Katastrofa w Afganistanie. Całkowita zapaść pod rządami talibów
Kryzys w Afganistan przybiera na sile. W skrajnym niedostatku pozostaje przynajmniej 24 miliony z 36 milionów mieszkańców. Szaleją choroby - czerwonka, gorączka denga, odra, malaria i COVID-19. Leczyć nie ma komu, bo kobiecy personel musiał odejść z pracy.
Teraz już nie tylko strach przed fundamentalistycznymi rządami talibów jest największym problemem w Afganistanie, ale głód, nędza i choroby. Międzynarodowe organizacje humanitarne wzywają do złagodzenia sankcji i udzielenia pomocy cierpiącym.
Według nadal działających na miejscu przedstawicieli ONZ i innych organizacji powołanych do walki ze światowymi kryzysami potrzeba ponad 4 miliardów dolarów, aby zaspokoić potrzeby coraz biedniejszej i coraz bardziej głodnej ludności afgańskiej, dotkniętej bezprecedensowym kryzysem zdrowotnym.
Jak podaje portal AsiaNews, zastępca specjalnego przedstawiciela sekretarza generalnego ONZ ds. Afganistanu Ramiz Alakbarov zaapelował o pomoc, ale jednocześnie podkreślił konieczność poszanowania praw i wolności człowieka. W odpowiedzi kontrolowane przez talibów afgańskie Ministerstwo Gospodarki oświadczyło, że z wdzięcznością przyjmie wsparcie i przygotowało plan przejrzystej dystrybucji pomocy potrzebującym.
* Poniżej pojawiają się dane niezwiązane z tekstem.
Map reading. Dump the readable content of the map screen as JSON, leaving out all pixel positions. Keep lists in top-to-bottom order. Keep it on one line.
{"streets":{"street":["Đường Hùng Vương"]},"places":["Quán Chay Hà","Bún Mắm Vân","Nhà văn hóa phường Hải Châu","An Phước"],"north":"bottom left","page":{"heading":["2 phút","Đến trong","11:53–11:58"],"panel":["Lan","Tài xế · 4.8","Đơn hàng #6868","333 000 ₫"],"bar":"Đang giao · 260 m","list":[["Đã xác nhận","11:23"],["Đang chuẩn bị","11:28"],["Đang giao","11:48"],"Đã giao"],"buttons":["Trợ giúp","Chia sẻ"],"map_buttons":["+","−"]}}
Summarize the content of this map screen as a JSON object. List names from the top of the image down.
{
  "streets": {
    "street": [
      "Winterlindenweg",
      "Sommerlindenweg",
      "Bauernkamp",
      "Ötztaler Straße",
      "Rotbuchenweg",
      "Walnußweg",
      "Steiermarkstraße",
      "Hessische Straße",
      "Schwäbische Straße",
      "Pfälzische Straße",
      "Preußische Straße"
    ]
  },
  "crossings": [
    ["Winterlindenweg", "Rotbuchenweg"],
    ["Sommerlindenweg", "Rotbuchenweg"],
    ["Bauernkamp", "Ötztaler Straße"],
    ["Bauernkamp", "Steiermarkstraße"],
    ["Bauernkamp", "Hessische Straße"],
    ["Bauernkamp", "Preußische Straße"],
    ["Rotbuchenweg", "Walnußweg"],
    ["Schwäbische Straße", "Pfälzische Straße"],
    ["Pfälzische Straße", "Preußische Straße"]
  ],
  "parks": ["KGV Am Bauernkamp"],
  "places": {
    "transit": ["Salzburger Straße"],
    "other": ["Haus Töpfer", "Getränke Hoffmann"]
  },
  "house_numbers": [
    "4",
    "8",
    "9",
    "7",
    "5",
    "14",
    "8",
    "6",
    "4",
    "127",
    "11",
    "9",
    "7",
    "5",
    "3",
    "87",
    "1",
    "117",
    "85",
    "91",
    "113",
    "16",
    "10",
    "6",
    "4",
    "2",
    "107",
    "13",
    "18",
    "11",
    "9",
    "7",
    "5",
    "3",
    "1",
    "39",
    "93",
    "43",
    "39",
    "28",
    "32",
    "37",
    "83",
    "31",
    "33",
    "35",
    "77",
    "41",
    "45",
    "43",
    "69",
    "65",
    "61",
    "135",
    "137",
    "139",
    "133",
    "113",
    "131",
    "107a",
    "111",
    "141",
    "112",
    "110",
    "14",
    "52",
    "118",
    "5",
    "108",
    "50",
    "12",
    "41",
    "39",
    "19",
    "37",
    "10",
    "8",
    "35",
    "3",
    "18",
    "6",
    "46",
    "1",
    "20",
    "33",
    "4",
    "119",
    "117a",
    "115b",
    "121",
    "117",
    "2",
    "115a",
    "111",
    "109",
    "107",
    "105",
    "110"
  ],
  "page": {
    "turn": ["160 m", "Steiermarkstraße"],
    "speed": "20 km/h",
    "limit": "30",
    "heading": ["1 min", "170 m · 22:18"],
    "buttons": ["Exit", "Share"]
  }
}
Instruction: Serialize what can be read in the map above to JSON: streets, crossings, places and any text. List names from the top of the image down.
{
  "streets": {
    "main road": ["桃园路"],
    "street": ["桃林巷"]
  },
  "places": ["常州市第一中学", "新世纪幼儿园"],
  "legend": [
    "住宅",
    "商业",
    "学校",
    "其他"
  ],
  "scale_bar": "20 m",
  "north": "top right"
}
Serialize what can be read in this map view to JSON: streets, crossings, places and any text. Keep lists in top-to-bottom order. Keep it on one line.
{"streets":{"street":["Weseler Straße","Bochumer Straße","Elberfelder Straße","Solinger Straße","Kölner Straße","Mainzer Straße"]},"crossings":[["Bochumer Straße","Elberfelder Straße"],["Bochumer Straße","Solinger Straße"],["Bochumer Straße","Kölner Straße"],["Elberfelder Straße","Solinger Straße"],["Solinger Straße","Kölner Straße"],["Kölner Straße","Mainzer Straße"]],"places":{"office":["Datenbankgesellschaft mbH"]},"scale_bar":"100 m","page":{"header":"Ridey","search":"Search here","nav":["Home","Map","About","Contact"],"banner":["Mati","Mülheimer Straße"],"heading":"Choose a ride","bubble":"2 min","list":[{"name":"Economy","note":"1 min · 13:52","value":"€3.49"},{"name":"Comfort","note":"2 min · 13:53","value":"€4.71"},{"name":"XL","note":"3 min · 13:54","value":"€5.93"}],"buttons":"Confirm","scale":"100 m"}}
Sytuacja w terenie staje się coraz trudniejsza. Zdaniem ekspertów lokalny system opieki zdrowotnej jest bliski załamania. Nie ma środków nie tylko na walkę z głodem, ale i likwidowanie lokalnych ognisk choroby. Rośnie lawinowo ilość zakażeń na COVID-19, a jednocześnie szerzą się inne zakaźne choroby.
Głodują miliony ludzi w Afganistanie
Według publikacji "New York Times’a" szpitale i kliniki ledwo się trzymają w obliczu chronicznego braku funduszy i "ogromnego wzrostu niedożywienia i chorób". Nadzieja na opiekę medyczną topnieje z dnia na dzień z uwagi na masowe odchodzenie ze stanowisk w placówkach zdrowia kobiet, którym talibowie nie pozwalają na pracę zawodową.
Cierpią miliony dzieci. W Szpitalu Dziecięcym im. Indiry Gandhi w Kabulu nie ma już gdzie położyć niedożywionych, umierających małych pacjentów. Im też nie ma jak pomagać, bo pomoc materialna, z zewnątrz, spoza granic Afganistanu, jest śladowa. Siedem z ośmiu lekarek szpitala uciekło po przejęciu władzy przez talibów.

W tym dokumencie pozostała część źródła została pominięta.